Iterative methods are commonly used approaches to solve large, sparse linear systems, which are fundamental operations for many modern scientific simulations. When the large-scale iterative methods are running with a large number of ranks in parallel, they are anticipated to be more susceptible to soft errors in both logic circuits and memory subsystems and fail-stop errors in the entire system, considering large component counts and lower power margins of emerging high-performance computing (HPC) platforms.
To protect iterative methods from soft errors, we propose an online algorithm-based fault tolerance (ABFT) approach to efficiently detect and recover soft errors for iterative methods. We design a novel checksum-based encoding scheme for matrix-vector multiplication that is resilient to both arithmetic and memory errors. Our design decouples the checksum updating process from the actual computation and allows adaptive checksum overhead control. Building on this new encoding mechanism, we propose two online ABFT designs that can effectively recover from errors when combined with a checkpoint/rollback scheme. These designs are capable of addressing scenarios under different error rates. Our ABFT approaches apply to a wide range of iterative solvers that primarily rely on matrix-vector multiplication and vector linear operations. We evaluate our designs through comprehensive analytical and empirical analysis. Experimental evaluation on the Stampede supercomputer demonstrates the low-performance overheads incurred by our two ABFT schemes for preconditioned CG (0.4% and 2.2%) and preconditioned BiCGSTAB (1.0% and 4.0%) for the largest SPD matrix from UFL Sparse Matrix Collection. The evaluation also demonstrates the flexibility and effectiveness of our proposed designs for detecting and recovering various types of soft errors in iterative methods.
Iterative methods have to checkpoint the dynamic variables periodically in case of unavoidable fail-stop errors, requiring fast I/O systems and large storage space. Thus, significantly reducing the data to be checkpointed is critical to improving the overall performance of iterative methods. Lossy compression allowing user-controlled data loss can significantly reduce the I/O burden. To this end, we design a new error-controlled lossy compression algorithm for large-scale scientific data. We significantly improve the prediction accuracy for each data point based on its nearby data values along multiple dimensions. We derive a series of multilayer prediction formulas and their unified formula in the context of data compression. One serious challenge is that the data prediction has to be performed based on the preceding decompressed values during the compression in order to guarantee the error bounds, which may degrade the prediction accuracy in turn. We explore the best layer for the prediction by considering the impact of compression errors on the prediction accuracy and propose an adaptive error-controlled quantization encoder, which can further improve the prediction accuracy considerably. The data size can be reduced significantly after performing the variable-length encoding because of the uneven distribution produced by our quantization encoder. We evaluate the new compressor on production scientific data sets and compare it with many other state-of-the-art compressors. Experiments show that our compressor is the best in class, especially with regard to compression ratios and compression errors. Our solution is better than the second-best solution by more than a 2x increase in the compression ratio and 3.8x reduction in the normalized root mean squared error on average, with reasonable error bounds and user-desired bit-rates.

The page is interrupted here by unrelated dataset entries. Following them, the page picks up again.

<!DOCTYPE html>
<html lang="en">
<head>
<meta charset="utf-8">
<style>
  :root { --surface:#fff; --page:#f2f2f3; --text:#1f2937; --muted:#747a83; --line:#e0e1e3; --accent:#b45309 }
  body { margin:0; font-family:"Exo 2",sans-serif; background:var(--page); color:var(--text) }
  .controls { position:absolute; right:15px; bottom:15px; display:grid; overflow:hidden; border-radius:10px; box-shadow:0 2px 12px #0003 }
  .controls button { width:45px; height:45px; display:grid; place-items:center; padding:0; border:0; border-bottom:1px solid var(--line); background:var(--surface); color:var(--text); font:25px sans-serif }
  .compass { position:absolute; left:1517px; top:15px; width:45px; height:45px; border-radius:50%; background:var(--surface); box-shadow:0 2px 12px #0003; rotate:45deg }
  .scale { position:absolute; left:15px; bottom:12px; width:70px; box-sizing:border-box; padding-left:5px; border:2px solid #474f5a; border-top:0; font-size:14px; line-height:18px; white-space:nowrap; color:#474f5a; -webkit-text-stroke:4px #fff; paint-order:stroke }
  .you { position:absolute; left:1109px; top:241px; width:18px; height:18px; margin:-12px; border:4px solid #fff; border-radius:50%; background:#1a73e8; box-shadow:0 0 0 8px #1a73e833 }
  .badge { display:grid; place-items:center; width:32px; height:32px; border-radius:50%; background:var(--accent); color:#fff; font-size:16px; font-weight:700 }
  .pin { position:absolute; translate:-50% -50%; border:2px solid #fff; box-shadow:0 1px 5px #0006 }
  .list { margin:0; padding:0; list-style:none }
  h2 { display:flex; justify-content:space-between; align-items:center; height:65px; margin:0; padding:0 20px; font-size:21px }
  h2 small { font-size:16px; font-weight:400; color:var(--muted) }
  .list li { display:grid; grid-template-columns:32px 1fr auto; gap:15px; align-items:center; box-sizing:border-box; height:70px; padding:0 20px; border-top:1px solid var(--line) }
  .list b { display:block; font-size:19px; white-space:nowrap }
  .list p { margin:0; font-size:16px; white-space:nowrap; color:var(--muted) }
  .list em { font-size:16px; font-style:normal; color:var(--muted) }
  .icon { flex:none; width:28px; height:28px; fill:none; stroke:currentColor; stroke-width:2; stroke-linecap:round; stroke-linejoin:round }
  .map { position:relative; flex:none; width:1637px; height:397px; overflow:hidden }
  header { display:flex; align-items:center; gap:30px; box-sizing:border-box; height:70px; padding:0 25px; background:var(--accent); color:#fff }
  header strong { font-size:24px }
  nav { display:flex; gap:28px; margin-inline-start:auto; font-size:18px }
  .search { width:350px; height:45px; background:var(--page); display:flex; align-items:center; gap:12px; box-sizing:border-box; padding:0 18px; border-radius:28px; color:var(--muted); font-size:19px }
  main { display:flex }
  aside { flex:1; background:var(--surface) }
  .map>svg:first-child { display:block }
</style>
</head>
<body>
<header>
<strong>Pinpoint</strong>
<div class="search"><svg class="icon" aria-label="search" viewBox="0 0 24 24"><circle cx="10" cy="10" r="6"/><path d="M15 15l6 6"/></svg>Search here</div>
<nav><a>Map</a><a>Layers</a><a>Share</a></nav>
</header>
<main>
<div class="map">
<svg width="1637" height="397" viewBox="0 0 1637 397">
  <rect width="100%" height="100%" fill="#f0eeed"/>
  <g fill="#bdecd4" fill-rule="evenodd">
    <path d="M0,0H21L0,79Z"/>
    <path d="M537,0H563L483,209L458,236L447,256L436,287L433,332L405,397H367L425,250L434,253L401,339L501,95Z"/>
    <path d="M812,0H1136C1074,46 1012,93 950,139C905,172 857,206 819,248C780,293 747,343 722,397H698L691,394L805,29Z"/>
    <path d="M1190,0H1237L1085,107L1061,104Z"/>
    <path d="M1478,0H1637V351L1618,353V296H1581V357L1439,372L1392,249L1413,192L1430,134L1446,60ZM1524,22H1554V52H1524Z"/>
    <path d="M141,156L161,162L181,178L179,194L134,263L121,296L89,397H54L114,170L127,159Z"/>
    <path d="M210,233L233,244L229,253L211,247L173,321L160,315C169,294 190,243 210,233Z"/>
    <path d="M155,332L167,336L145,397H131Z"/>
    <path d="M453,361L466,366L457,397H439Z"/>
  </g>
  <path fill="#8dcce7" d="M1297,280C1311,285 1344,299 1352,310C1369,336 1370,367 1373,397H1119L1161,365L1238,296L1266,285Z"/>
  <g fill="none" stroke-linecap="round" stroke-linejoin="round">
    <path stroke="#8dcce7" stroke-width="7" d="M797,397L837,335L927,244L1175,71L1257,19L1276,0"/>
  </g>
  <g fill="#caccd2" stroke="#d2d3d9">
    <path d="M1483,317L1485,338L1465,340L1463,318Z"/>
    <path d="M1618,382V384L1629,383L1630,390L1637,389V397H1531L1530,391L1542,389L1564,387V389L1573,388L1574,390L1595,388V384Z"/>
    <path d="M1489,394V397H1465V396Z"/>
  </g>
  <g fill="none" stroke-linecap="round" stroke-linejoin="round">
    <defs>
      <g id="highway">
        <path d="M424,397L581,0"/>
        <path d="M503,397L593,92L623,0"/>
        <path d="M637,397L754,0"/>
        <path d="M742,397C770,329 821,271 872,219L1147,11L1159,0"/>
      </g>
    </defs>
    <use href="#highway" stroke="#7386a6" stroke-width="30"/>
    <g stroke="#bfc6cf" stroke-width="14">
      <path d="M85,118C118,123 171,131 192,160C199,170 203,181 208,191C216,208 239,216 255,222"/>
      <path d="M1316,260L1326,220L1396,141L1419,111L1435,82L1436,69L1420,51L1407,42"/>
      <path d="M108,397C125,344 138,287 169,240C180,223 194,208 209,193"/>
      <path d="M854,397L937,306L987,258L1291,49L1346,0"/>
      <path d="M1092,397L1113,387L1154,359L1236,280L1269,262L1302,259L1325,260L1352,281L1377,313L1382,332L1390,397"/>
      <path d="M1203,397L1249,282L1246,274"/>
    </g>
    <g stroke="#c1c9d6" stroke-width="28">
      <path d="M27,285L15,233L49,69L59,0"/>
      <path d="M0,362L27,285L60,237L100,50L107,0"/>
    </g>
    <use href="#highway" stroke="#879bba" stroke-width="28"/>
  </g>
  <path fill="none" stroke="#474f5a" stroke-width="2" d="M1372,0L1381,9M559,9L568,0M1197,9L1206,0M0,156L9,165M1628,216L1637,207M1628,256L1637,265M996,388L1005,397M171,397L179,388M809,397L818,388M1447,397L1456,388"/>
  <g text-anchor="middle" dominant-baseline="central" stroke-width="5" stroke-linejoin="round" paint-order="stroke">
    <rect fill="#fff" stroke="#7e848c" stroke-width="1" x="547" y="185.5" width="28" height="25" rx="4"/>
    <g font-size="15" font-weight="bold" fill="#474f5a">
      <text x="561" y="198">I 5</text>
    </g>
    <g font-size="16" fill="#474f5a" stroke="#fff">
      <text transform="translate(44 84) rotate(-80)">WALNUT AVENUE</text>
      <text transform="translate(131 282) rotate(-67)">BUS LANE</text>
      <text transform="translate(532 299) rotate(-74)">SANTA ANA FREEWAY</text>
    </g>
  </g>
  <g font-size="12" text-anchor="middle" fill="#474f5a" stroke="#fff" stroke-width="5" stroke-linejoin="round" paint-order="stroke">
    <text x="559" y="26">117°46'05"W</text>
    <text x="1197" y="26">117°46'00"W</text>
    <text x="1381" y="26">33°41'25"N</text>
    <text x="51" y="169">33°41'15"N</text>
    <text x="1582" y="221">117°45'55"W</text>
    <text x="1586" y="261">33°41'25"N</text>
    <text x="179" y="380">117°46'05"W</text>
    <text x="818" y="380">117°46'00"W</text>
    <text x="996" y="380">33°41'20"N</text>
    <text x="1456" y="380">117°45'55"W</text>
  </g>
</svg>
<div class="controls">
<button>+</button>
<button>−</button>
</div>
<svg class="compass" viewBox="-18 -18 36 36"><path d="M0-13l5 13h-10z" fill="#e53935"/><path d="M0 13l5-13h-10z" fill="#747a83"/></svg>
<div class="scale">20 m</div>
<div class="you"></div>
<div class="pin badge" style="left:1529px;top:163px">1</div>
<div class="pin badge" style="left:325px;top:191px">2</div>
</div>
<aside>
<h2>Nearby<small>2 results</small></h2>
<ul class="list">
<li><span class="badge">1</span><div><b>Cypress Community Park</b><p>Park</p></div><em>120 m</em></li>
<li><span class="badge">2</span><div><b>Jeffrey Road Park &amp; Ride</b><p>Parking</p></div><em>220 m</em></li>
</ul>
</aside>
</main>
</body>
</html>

Finally, we design a novel lossy checkpointing scheme that can significantly improve the checkpointing performance of iterative methods by leveraging our proposed lossy compression to tolerate failure-stop errors. We formulate a lossy checkpointing performance model and derive theoretically an upper bound for the extra number of iterations caused by the distortion of data in lossy checkpoints, in order to guarantee the performance improvement under the lossy checkpointing scheme. We analyze the impact of lossy checkpointing (i.e., the extra number of iterations caused by lossy checkpointing files) for multiple types of iterative methods. We evaluate the lossy checkpointing scheme with optimal checkpointing intervals on a high-performance computing environment with 2,048 cores, using a well-known scientific computation package PETSc and a state-of-the-art checkpoint/restart toolkit. Experiments show that our optimized lossy checkpointing scheme can significantly reduce the fault tolerance overhead for iterative methods by 23%∼70% compared with traditional checkpointing and 20%∼58% compared with lossless-compressed checkpointing, in the presence of system failures.